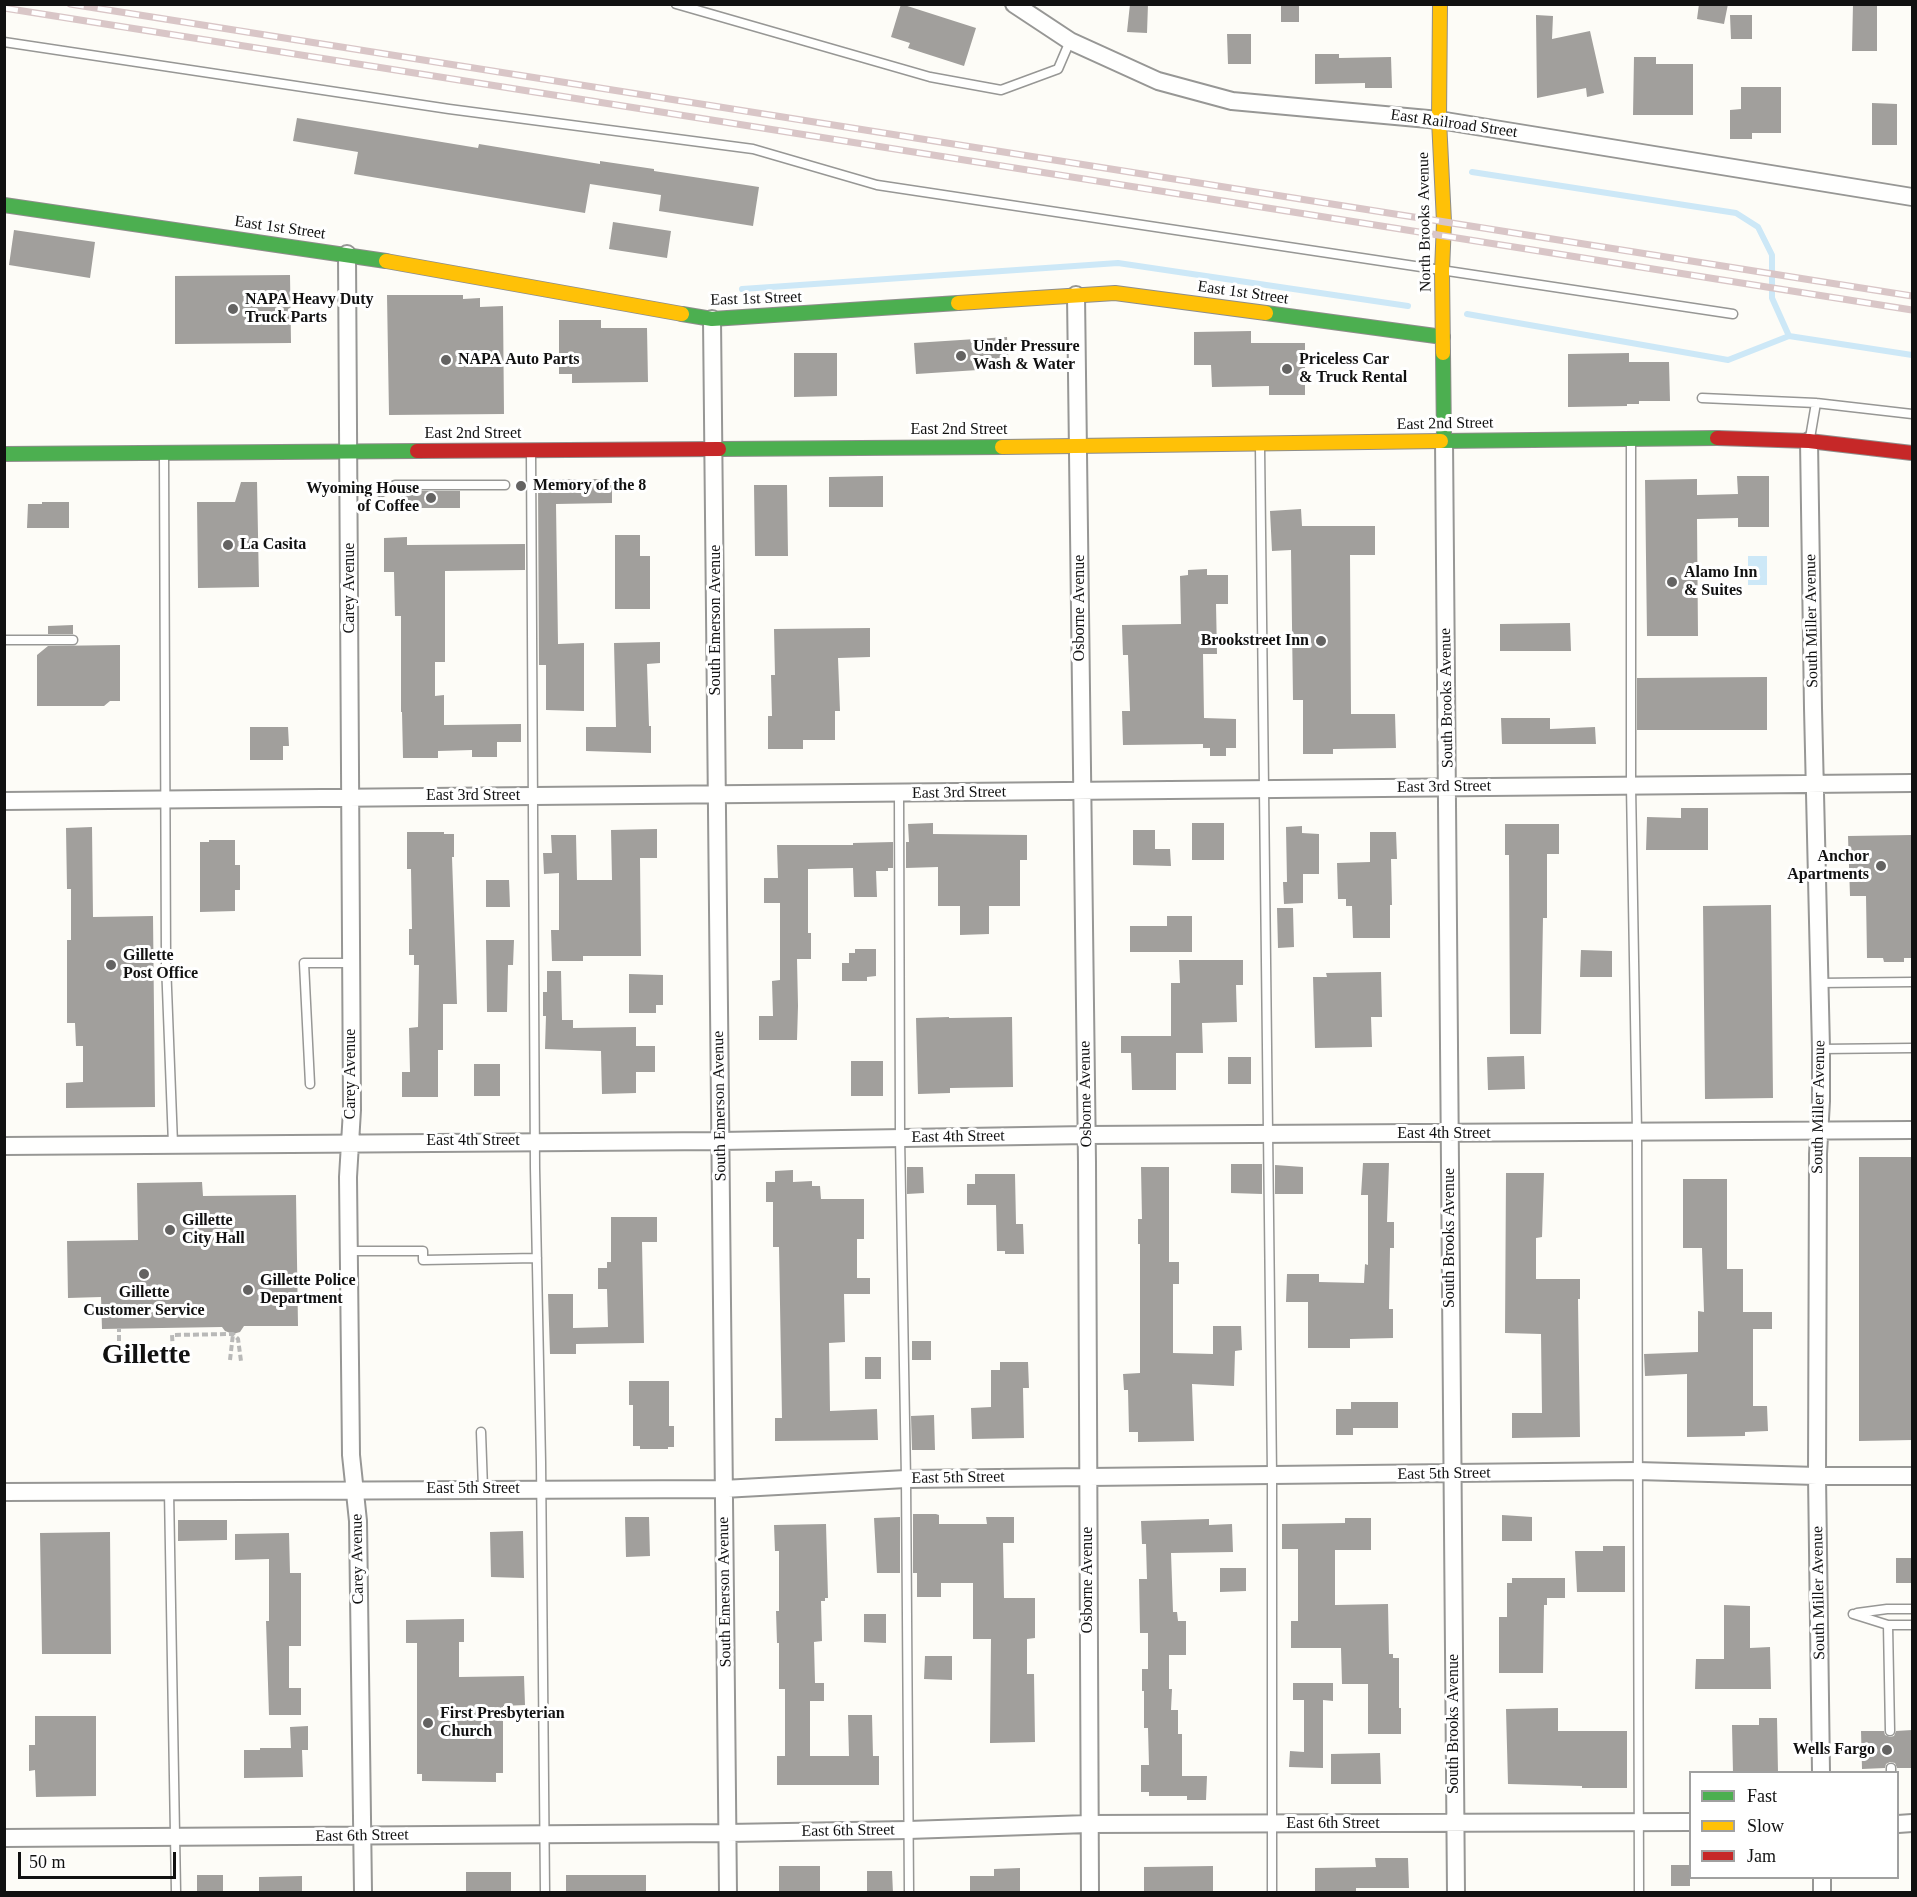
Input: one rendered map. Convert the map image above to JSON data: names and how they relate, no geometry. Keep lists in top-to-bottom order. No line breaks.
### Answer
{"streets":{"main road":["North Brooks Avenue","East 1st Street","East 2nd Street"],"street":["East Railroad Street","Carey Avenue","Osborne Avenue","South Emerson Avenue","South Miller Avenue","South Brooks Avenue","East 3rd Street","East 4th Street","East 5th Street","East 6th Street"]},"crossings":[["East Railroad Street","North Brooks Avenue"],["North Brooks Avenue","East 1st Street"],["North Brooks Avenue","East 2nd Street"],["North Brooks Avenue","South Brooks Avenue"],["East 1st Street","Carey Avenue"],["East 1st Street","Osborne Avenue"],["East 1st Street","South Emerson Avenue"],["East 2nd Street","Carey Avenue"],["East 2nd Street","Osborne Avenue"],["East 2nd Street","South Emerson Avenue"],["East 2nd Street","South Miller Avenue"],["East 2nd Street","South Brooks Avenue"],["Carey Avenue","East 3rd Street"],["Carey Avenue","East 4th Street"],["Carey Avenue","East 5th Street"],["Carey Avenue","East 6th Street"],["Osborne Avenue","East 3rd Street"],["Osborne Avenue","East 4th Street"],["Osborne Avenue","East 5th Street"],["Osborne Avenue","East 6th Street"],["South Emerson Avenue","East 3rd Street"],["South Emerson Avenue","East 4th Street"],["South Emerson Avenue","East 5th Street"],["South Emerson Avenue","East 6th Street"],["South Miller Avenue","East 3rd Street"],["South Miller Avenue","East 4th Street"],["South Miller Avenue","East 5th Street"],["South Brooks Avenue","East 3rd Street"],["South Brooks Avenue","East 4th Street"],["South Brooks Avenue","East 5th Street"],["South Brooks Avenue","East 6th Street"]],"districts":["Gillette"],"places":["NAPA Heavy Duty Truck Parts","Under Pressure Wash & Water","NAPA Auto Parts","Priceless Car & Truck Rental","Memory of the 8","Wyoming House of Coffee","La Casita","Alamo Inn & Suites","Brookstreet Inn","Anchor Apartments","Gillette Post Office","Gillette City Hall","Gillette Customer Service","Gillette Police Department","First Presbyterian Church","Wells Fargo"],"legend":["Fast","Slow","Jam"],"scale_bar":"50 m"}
--
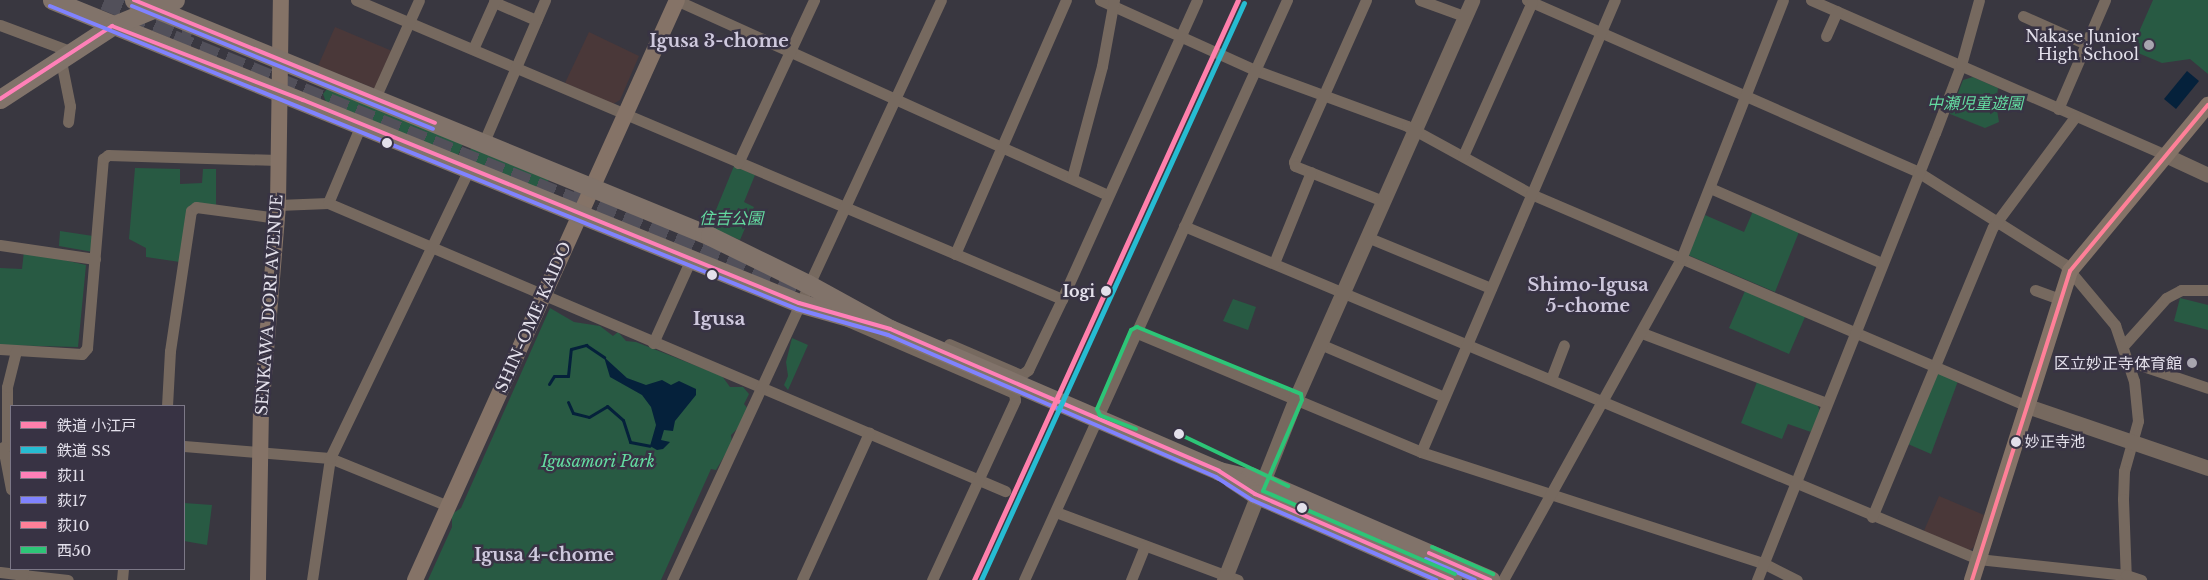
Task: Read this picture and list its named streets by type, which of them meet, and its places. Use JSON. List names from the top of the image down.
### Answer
...
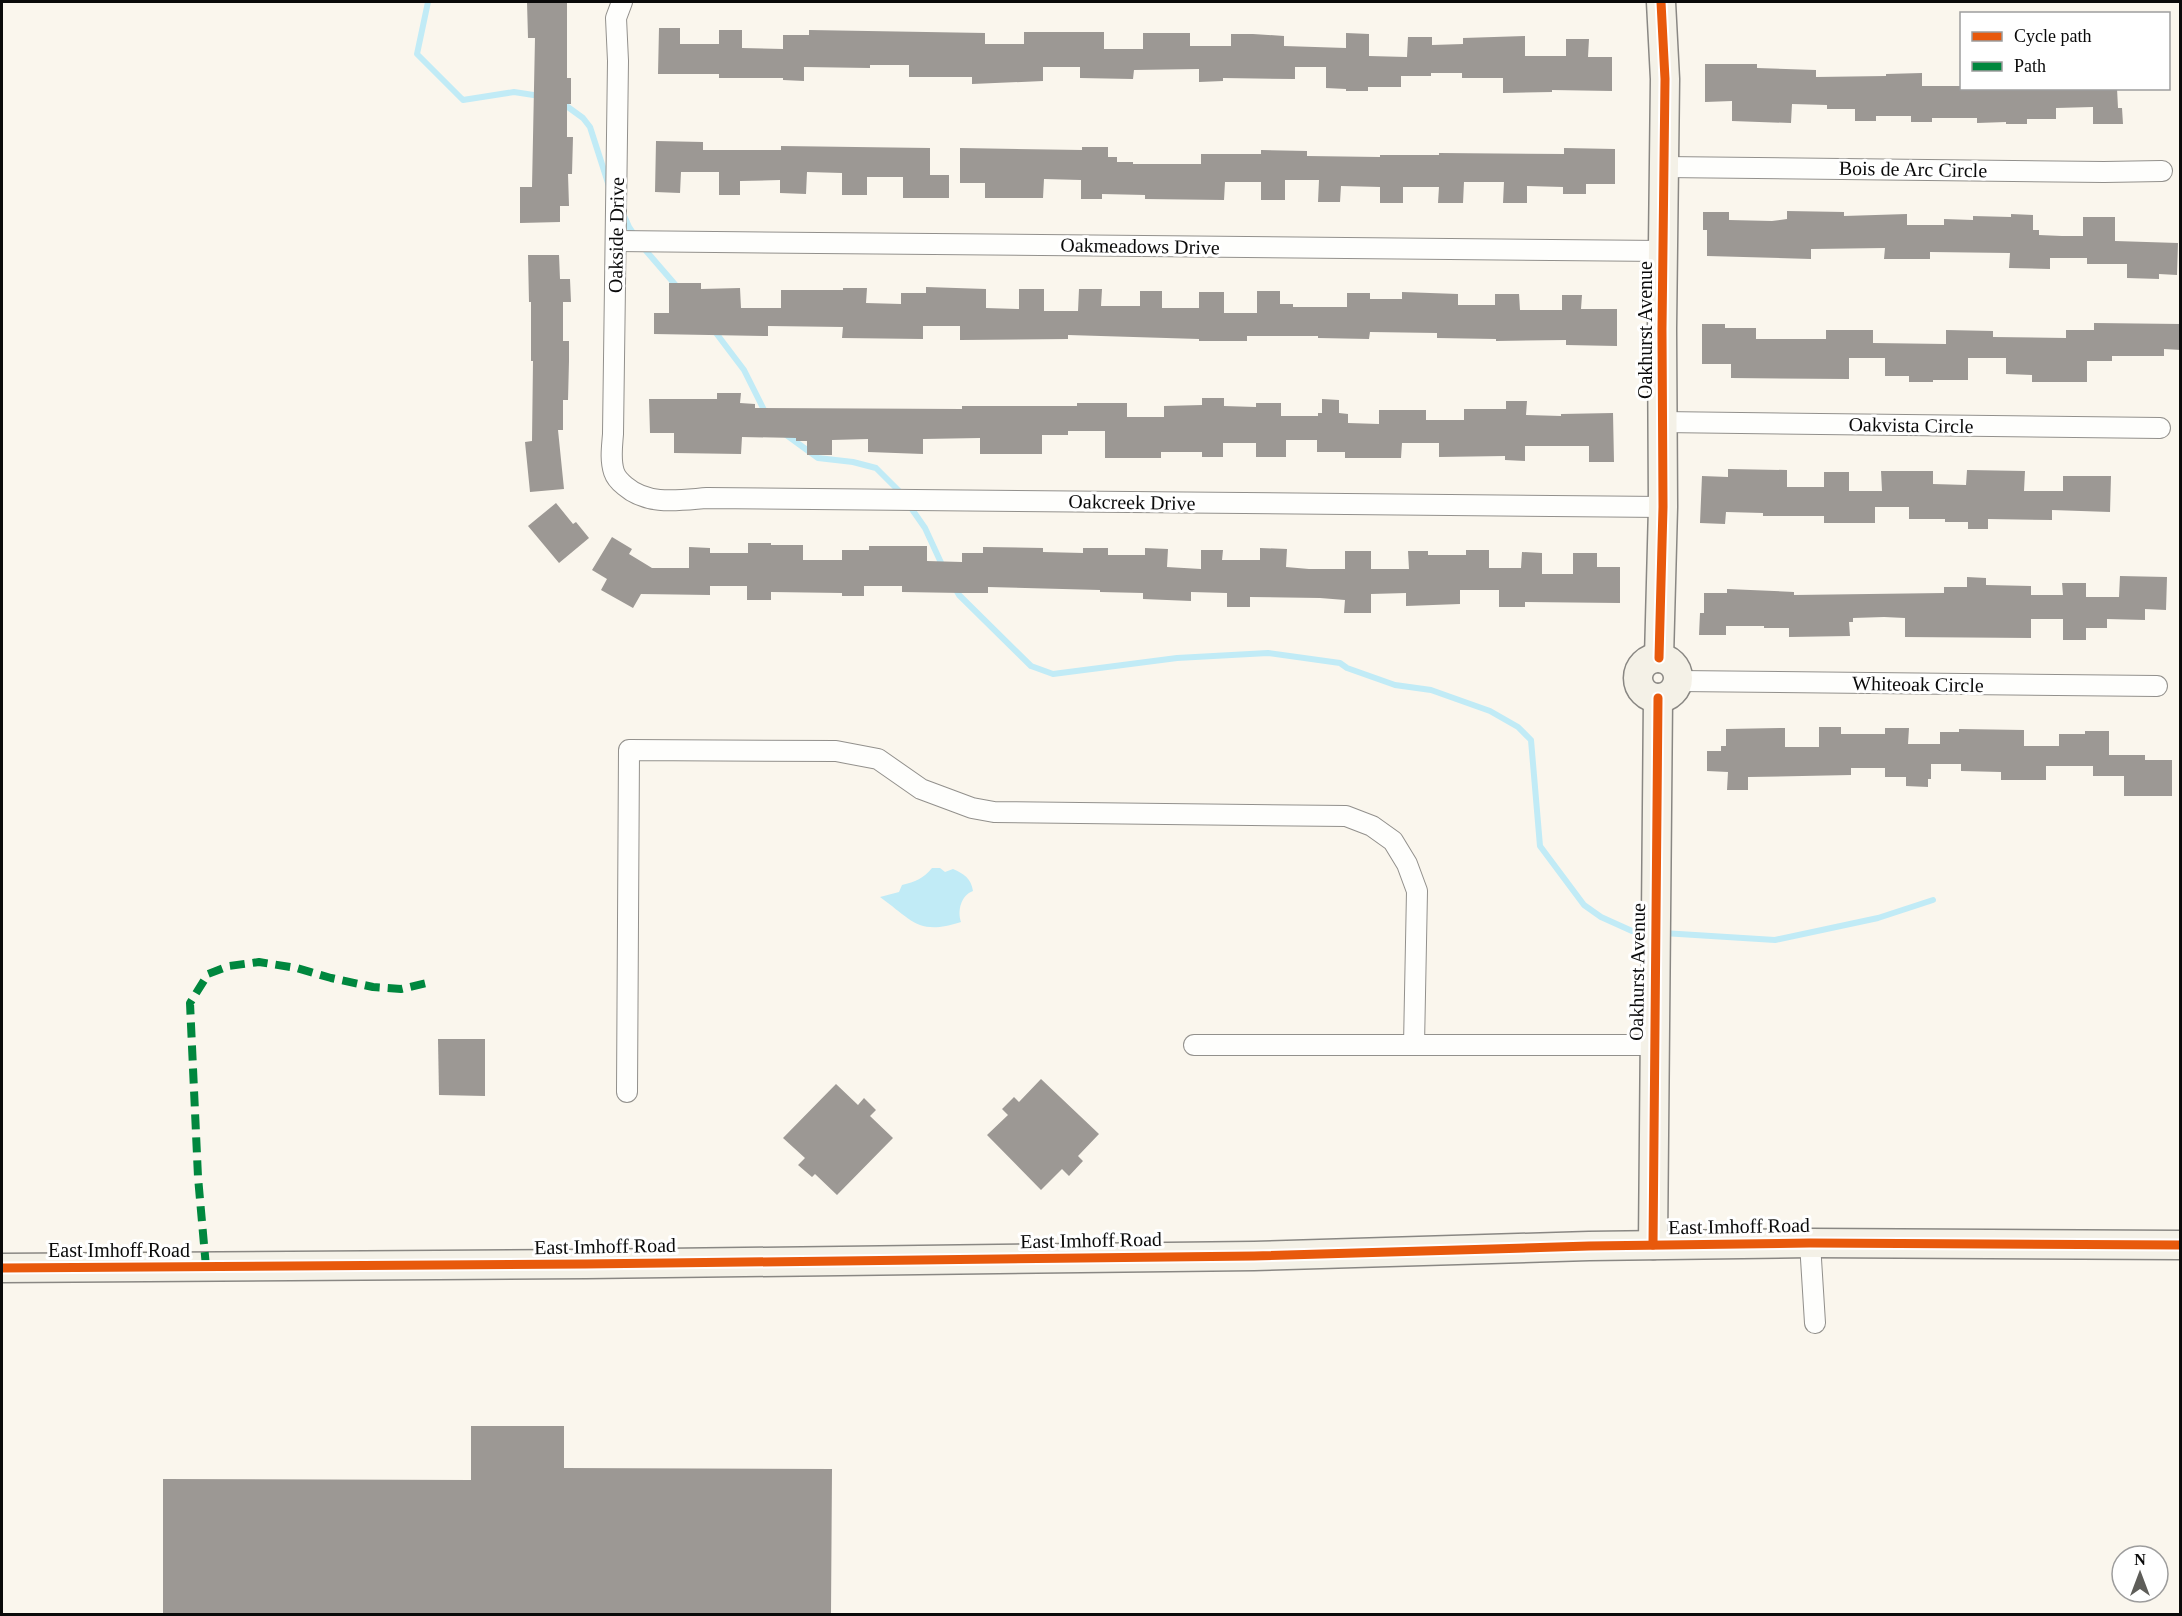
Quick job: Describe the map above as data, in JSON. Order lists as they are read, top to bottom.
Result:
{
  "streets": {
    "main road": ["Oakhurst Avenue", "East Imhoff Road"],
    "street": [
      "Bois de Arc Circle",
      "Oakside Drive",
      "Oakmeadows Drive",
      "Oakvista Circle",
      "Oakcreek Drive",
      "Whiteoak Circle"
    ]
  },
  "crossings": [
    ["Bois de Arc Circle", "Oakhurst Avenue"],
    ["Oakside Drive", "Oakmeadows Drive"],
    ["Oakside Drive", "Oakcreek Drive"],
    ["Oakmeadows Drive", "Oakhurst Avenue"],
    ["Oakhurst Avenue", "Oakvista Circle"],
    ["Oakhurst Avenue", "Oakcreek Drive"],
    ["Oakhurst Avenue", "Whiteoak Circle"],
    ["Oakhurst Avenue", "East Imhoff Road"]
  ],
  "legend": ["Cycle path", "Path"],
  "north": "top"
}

§ EXERCISE OBJECTIVE: Give the number of lines in the listing that include the word "they", without any added words.

§ TASK OUTPUT: 2